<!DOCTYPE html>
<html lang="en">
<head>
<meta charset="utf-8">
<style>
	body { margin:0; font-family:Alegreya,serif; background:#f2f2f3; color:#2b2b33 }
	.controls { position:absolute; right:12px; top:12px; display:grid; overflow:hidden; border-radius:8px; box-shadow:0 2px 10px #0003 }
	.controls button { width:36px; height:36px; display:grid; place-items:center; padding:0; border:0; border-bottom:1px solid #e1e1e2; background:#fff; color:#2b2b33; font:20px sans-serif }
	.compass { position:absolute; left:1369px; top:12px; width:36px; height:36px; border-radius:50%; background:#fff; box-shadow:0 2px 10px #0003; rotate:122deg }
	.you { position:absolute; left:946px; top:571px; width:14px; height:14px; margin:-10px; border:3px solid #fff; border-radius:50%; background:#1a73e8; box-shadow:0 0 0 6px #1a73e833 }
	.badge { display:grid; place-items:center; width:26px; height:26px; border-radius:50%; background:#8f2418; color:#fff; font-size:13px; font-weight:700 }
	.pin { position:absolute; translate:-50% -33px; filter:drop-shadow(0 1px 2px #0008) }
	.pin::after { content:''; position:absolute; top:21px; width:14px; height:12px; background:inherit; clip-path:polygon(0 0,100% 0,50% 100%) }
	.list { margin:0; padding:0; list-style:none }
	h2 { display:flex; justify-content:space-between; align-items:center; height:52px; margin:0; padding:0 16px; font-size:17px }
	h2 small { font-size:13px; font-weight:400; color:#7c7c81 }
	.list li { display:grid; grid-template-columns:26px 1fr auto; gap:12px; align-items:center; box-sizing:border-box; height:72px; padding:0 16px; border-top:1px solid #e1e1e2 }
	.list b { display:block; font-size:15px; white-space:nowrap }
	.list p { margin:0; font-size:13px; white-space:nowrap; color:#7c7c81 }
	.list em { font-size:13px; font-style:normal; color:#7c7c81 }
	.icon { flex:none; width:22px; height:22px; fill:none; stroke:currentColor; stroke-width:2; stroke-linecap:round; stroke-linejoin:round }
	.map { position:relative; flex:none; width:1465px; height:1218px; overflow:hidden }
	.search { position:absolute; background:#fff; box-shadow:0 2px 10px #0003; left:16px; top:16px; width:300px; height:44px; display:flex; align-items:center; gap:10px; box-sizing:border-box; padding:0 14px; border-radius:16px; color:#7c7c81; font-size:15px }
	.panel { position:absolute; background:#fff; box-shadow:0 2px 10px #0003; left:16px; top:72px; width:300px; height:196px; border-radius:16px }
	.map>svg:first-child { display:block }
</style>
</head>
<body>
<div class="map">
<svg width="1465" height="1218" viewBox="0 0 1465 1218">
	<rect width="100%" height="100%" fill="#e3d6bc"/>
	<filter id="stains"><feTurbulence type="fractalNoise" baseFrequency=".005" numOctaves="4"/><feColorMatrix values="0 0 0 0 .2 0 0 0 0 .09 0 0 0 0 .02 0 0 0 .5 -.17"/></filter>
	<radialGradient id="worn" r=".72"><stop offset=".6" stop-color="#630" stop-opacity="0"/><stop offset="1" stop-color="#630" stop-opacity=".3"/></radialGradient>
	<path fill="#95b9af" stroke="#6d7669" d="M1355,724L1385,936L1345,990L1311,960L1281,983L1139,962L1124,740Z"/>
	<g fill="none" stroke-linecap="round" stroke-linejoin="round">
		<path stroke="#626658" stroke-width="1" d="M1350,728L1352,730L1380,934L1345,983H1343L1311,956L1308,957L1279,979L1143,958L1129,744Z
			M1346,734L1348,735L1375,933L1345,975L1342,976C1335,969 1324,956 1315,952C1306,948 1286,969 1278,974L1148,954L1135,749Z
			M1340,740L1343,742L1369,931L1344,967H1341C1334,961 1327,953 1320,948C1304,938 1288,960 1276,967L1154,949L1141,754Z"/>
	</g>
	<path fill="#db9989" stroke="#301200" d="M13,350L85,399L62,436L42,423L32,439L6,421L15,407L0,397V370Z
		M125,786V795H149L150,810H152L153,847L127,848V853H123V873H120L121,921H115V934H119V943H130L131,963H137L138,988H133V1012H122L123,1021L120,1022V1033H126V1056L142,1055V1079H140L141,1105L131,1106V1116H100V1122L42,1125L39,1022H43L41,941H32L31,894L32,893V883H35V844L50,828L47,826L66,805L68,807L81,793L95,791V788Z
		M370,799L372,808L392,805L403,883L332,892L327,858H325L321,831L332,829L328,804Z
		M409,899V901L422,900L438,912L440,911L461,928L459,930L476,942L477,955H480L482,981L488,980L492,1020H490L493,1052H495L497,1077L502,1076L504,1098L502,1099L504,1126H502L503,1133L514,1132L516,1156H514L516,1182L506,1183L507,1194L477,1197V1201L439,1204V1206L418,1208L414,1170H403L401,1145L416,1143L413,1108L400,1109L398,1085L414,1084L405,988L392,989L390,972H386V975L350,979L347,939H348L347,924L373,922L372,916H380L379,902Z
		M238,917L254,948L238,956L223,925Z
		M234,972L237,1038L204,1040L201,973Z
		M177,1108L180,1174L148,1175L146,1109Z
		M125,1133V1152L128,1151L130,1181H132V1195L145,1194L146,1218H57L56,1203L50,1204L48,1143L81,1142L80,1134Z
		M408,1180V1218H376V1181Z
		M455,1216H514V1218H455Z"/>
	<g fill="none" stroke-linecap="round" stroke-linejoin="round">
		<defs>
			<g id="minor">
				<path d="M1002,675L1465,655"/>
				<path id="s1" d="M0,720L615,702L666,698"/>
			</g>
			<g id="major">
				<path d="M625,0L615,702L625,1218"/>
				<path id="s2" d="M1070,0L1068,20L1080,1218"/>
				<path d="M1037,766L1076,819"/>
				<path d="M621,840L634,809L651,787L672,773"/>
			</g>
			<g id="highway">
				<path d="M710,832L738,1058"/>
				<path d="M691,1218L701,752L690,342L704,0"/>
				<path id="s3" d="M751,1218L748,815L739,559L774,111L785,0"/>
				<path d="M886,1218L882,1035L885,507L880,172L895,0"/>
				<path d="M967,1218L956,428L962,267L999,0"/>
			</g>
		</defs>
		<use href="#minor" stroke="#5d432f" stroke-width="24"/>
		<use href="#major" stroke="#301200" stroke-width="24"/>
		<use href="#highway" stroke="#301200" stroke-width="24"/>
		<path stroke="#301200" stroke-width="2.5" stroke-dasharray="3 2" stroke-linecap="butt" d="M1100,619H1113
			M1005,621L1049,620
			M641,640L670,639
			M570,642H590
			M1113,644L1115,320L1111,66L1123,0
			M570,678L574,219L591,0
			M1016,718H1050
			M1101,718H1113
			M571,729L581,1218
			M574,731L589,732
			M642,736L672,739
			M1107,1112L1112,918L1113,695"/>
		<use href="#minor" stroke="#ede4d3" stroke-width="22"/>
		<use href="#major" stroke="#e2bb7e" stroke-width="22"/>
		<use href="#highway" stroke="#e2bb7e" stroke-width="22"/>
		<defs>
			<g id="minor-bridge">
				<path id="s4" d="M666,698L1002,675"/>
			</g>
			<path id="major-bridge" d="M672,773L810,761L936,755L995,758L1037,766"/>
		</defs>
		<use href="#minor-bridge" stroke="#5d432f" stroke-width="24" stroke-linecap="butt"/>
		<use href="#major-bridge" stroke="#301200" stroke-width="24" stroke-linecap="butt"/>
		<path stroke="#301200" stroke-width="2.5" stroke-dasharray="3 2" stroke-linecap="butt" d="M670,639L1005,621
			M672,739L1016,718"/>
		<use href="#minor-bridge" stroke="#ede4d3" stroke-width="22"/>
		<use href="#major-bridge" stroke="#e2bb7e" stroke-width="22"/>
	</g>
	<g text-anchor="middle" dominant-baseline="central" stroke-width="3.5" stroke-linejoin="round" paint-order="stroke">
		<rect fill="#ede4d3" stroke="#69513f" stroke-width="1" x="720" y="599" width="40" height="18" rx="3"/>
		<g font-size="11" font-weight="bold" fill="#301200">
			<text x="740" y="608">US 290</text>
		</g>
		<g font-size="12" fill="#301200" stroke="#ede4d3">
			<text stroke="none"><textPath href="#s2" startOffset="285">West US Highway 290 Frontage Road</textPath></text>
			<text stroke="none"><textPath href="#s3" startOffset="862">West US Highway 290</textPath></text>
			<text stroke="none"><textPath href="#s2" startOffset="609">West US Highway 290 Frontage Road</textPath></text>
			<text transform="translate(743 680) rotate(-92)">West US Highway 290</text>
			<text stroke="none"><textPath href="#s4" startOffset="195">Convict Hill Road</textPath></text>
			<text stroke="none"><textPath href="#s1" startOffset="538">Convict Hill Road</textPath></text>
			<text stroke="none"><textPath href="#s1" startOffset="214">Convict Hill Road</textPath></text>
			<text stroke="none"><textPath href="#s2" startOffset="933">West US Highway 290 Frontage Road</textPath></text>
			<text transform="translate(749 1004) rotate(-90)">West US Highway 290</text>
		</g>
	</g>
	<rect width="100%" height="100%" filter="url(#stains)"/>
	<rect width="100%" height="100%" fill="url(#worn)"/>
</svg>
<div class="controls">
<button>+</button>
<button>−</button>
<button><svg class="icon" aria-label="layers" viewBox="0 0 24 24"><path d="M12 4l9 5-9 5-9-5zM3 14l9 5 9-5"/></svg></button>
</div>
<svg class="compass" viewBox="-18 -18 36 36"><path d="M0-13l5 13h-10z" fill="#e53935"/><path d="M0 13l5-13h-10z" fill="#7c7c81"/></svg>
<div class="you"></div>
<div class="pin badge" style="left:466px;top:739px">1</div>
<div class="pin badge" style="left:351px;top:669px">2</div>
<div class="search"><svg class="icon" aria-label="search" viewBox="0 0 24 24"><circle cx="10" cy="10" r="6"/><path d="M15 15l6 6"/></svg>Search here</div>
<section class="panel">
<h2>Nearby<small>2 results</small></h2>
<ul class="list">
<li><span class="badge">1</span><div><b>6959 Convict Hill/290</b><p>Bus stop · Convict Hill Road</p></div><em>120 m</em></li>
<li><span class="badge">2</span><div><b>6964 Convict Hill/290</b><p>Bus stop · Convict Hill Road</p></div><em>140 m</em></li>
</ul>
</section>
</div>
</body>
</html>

##############################

• **TASK DETAILS**: Return only the number of lines in the entries above that contain the word "nowrap".

• **ANSWER BOX**: 2